Stored records
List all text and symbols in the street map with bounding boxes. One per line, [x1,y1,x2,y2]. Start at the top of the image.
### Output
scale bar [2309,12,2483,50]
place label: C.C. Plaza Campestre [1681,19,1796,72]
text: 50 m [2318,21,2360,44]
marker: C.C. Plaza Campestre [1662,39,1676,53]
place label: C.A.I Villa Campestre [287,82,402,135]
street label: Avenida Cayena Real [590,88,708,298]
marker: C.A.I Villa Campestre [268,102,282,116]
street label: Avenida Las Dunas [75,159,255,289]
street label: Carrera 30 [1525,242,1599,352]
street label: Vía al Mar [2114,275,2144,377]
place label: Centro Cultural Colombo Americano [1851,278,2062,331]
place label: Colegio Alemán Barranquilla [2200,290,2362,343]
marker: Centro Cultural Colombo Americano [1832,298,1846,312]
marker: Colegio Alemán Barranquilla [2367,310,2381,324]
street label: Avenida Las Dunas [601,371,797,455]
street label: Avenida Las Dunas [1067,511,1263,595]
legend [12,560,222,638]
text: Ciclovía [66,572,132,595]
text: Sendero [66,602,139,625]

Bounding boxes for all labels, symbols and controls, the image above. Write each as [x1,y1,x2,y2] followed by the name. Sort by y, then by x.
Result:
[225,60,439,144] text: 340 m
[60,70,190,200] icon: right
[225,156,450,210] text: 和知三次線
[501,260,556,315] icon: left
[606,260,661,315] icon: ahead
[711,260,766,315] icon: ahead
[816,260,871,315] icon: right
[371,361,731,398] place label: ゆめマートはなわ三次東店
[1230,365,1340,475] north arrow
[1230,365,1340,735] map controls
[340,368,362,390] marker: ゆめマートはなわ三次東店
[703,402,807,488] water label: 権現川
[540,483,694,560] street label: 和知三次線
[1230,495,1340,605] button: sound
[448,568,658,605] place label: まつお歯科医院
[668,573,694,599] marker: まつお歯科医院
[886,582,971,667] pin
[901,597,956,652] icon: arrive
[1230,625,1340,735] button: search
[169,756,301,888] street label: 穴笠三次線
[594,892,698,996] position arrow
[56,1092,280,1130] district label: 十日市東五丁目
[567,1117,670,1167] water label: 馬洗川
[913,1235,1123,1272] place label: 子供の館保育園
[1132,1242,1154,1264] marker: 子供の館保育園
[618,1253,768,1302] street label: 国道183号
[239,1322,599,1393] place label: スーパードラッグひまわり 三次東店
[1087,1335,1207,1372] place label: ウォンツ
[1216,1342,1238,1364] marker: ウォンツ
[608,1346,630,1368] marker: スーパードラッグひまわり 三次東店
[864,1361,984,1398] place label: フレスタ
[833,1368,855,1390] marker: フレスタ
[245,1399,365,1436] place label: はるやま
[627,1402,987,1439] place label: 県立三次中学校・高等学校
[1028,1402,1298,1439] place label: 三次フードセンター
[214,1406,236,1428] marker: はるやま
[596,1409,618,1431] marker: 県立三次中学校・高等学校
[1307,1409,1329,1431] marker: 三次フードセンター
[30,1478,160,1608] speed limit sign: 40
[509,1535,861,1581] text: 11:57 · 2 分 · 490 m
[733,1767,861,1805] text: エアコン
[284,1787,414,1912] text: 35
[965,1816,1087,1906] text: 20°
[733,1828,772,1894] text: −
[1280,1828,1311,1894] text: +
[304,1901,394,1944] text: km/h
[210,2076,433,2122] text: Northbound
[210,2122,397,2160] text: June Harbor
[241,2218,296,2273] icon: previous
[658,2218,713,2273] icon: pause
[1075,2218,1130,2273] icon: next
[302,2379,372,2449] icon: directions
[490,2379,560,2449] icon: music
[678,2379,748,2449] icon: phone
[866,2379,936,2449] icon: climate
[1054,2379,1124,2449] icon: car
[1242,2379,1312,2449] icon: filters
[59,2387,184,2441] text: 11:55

◆ TASK PROMPT: Going through the records above, state how many lines carry "controls", with no other text.

◆ RESPONSE BELOW: 2